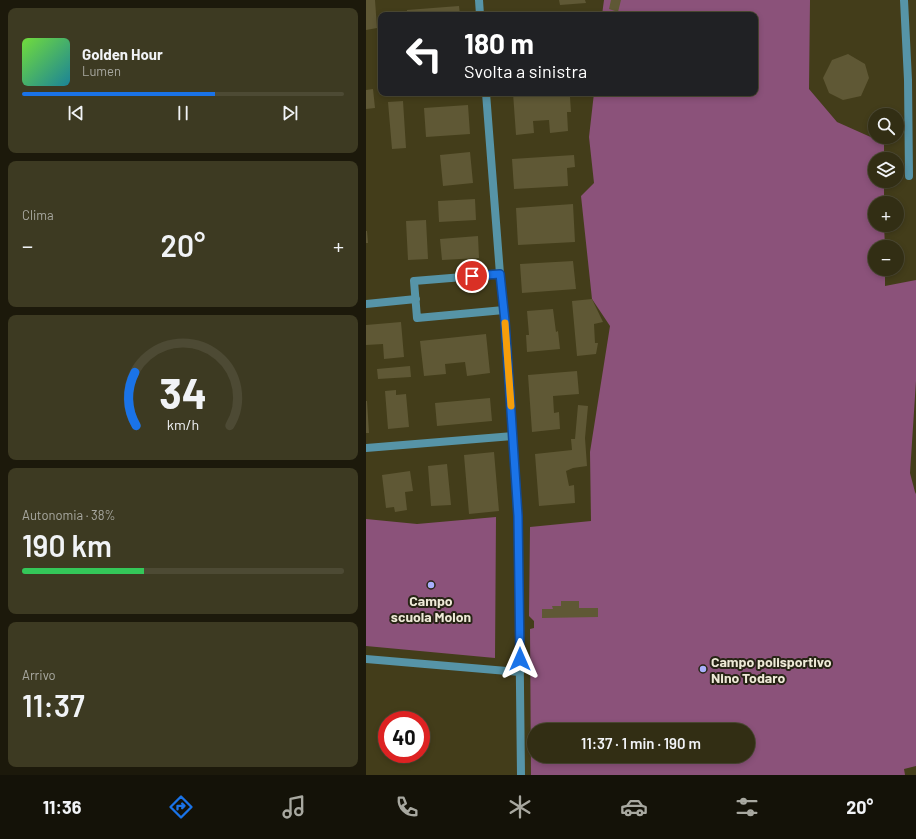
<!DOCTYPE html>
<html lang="it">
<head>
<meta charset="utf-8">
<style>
  :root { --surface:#322e14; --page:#3d3a22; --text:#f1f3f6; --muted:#a8a8a0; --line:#4d4a34; --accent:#1a73e8 }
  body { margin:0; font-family:Barlow,sans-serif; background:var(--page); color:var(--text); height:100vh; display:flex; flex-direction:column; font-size:15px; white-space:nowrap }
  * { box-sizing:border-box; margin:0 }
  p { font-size:13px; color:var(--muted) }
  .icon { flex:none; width:22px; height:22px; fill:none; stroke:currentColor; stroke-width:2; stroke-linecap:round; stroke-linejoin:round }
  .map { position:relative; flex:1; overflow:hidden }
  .details { display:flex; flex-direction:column; gap:8px; padding:8px; background:#1c190b; width:366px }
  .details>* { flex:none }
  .banner { position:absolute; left:12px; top:12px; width:380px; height:84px; border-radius:8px; box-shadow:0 2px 6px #0003,0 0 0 1px var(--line); background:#202124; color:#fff; overflow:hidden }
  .buttons { position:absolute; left:502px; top:108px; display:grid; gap:8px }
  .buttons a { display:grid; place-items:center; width:36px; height:36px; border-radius:50%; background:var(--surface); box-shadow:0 2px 6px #0003,0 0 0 1px var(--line); font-size:20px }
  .speed { position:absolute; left:12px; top:711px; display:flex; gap:8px; font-size:20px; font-weight:700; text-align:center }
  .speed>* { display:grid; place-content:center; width:52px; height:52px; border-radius:50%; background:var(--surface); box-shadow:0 2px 6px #0003,0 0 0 1px var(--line); line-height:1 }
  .speed .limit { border:6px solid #d22; background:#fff; color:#111 }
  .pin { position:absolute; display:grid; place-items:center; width:34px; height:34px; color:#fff; margin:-17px; border:2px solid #fff; border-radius:50%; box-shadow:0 1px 4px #0007 }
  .me { position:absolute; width:44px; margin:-22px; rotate:0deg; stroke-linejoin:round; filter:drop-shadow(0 0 3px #0008) }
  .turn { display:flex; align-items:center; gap:14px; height:84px; padding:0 20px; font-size:18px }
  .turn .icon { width:52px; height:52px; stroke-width:2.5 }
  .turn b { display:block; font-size:28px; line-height:34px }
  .big { font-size:30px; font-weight:600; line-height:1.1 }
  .details .card { flex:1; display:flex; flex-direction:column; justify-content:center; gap:6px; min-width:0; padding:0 14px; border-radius:8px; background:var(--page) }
  .details .dial { align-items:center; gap:0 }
  .dial svg { height:104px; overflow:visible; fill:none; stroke:var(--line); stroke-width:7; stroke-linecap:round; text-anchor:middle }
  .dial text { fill:var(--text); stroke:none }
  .song { display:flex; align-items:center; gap:12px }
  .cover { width:48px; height:48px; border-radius:6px; background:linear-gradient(135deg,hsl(100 70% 55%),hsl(190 70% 35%)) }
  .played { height:4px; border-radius:2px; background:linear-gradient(90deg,var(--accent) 60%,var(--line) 60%) }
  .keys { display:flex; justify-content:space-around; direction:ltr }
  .heat { display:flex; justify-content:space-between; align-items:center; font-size:22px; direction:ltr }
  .charge { height:6px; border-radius:3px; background:linear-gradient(90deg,#34c759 38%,var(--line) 0) }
  .trip { position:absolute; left:161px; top:723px; width:228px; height:40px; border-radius:20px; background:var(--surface); box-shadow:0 2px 6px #0003,0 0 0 1px var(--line); font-weight:600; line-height:40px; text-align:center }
  .dock { display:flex; height:64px; justify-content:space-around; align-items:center; background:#141208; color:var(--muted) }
  .dock .icon { width:28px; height:28px }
  .dock .current { color:var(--accent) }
  .dock b { font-size:18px; color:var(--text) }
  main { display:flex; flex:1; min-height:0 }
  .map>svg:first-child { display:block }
  .green { fill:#8b527a; fill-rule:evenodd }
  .building { fill:#5f5835 }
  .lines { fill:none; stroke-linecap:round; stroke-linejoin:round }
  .minor { stroke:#5694a7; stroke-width:8 }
  .tertiary { stroke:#5694a7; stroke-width:8 }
  .route-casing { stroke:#114b97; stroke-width:10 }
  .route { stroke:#1a73e8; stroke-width:7 }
  .slow { stroke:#f59e0b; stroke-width:7 }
  .poi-dot { fill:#a9b0fc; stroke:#272415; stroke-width:1.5 }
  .labels { text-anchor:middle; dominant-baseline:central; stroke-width:4; stroke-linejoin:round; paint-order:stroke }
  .poi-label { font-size:14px; font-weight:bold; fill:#eeead7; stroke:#272415 }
</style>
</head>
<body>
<main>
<section class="details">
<div class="card">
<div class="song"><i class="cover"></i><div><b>Golden Hour</b><p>Lumen</p></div></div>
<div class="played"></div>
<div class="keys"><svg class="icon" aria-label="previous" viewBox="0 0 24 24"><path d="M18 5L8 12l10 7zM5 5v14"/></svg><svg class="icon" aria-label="pause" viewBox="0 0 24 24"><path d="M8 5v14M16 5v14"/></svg><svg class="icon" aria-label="next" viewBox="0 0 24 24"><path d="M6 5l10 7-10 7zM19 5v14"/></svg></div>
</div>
<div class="card"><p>Clima</p>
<div class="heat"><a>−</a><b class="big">20°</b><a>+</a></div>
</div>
<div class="card dial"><svg viewBox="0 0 100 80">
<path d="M14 69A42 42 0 1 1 86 69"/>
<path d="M14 69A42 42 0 0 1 13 28" stroke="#1a73e8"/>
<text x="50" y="56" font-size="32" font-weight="700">34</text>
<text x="50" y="72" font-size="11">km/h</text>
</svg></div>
<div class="card"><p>Autonomia · 38%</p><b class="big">190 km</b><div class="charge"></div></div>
<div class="card"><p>Arrivo</p><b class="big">11:37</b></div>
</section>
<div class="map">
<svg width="550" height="775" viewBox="0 0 550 775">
  <rect width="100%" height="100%" fill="#433d1a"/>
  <!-- green -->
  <path class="green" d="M 238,0 L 444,0 L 443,89 L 471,122 L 518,143 L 518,159 L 509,159 L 509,181 L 518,181 L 518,203 L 509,203 L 509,225 L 518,225 L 519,247 L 509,247 L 509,269 L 519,269 L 519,286 L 550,280 L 550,381 L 544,473 L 549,492 L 550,494 L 550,766 L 538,769 L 539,775 L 165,775 L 164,629 L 168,628 L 168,621 L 163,616 L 164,527 L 225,521 L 224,452 L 244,326 L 226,299 L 215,196 L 228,183 L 223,137 L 228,93 L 389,93 L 389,15 L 236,15 ZM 168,730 L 382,730 L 382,756 L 168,756 Z
    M 130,517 L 129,658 L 0,646 L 0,519 L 51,524 Z"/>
  <!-- building -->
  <path class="building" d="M 0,0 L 9,0 L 11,28 L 0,30 Z
    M 193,0 L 219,0 L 220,3 L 194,5 Z
    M 245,0 L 255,0 L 252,12 L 243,9 Z
    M 93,6 L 94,15 L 41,15 L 41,10 Z
    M 482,54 L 499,64 L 503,78 L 495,96 L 477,100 L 463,93 L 457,78 L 466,60 Z
    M 7,89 L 9,108 L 0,109 L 0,90 Z
    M 147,93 L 208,93 L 208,97 L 204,97 L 205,112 L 201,112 L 202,131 L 184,133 L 183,120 L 167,121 L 168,133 L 150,135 Z
    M 37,101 L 40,148 L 26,149 L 22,102 Z
    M 102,105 L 104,134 L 60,137 L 58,108 Z
    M 104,152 L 107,183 L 77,186 L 74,155 Z
    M 208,155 L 209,167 L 201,168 L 202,186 L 148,189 L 146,159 Z
    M 109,199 L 110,220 L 73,222 L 72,201 Z
    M 207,204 L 209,242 L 152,245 L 150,208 Z
    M 60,220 L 62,259 L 42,260 L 40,221 Z
    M 0,231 L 1,231 L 2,243 L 0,243 Z
    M 112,236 L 113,258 L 76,260 L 74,239 Z
    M 207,261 L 210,289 L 156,293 L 154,264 Z
    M 226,299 L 237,322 L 228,324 L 229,343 L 232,343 L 230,354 L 211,356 L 206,301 Z
    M 187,309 L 190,332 L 192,331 L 194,349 L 161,352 L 160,335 L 163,335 L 161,311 Z
    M 35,322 L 38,357 L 18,359 L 17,344 L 0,345 L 0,325 Z
    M 120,334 L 124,373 L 101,376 L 99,362 L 79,364 L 80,374 L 58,376 L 54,341 Z
    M 44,366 L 45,377 L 12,379 L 11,369 Z
    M 211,371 L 213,394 L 187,396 L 188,413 L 193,412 L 194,429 L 166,432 L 162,375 Z
    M 30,390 L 30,395 L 40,394 L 43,427 L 22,429 L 19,391 Z
    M 124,398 L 126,421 L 71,426 L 69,403 Z
    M 0,401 L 1,401 L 3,433 L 0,433 Z
    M 212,405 L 222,406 L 219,438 L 221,466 L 207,468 L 200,471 L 203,486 L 208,485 L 209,503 L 173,506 L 169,454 L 206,450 L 205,439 L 209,439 Z
    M 128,452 L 133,511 L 103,514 L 98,455 Z
    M 81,464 L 85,505 L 65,506 L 62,466 Z
    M 44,471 L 47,491 L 39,492 L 41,510 L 29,512 L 28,507 L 20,508 L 16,475 Z
    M 195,601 L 213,601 L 213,608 L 232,608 L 232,617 L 176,618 L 176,609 L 187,609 L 186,606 L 195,606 Z"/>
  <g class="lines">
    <!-- minor -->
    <path class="minor" d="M 538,0 L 542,80 L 543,176
      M 134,274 L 48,281 L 51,318 L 138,310
      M 0,304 L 50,299
      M 0,448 L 147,436
      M 0,659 L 154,672"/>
    <!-- tertiary -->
    <path class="tertiary" d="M 113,0 L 114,15
      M 120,93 L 134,274 L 139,321 L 152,512 L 155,775"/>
  </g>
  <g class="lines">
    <defs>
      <path id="route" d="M 106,276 L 134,274 L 139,321 L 152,516 L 154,659"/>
    </defs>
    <!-- route casing -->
    <use href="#route" class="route-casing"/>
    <!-- route -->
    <use href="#route" class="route"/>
    <!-- slow -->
    <path class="slow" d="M 139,323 L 145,406"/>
  </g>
  <!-- markers -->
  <g class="poi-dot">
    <circle cx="65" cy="585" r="4"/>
    <circle cx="337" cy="669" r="4"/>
  </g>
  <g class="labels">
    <!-- poi labels -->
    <g class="poi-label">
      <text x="65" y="600">Campo<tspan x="65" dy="16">scuola Molon</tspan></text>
      <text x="345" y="661" text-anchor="start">Campo polisportivo<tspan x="345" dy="16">Nino Todaro</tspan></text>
    </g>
  </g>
</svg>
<div class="buttons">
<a><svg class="icon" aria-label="search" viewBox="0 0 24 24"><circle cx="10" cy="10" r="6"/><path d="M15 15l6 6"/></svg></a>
<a><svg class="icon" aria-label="layers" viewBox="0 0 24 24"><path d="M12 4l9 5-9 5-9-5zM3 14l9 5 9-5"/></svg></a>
<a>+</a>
<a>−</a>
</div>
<div class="speed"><div class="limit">40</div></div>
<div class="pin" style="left:106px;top:276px;background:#d93025"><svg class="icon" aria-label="arrive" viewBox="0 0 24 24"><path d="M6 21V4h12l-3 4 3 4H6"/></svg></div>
<svg class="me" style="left:154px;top:659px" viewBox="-20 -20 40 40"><path d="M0-17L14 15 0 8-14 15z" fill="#1a73e8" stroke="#fff" stroke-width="4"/></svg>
<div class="trip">11:37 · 1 min · 190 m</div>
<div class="banner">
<div class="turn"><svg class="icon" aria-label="left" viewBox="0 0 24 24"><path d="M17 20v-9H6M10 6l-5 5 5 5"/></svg><div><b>180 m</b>Svolta a sinistra</div></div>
</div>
</div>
</main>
<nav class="dock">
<b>11:36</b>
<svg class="icon current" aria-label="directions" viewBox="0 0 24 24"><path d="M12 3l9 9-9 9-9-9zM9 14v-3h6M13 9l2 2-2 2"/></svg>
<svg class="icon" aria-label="music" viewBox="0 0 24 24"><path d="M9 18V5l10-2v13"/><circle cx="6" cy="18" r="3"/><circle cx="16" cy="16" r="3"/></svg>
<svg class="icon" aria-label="phone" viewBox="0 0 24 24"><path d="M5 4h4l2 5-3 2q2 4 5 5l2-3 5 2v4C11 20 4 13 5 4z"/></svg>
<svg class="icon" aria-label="climate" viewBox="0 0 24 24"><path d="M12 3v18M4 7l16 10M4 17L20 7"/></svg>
<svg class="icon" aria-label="car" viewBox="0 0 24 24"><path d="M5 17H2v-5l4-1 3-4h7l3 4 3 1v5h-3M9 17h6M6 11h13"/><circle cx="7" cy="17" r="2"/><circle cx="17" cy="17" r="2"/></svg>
<svg class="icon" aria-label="filters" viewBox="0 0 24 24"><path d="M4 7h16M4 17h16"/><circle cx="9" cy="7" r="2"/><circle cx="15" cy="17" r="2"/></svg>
<b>20°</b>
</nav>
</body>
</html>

-----

What is needed is the count of lines in the records that include the word "banner", with no other text.

YOUR SOLUTION: 2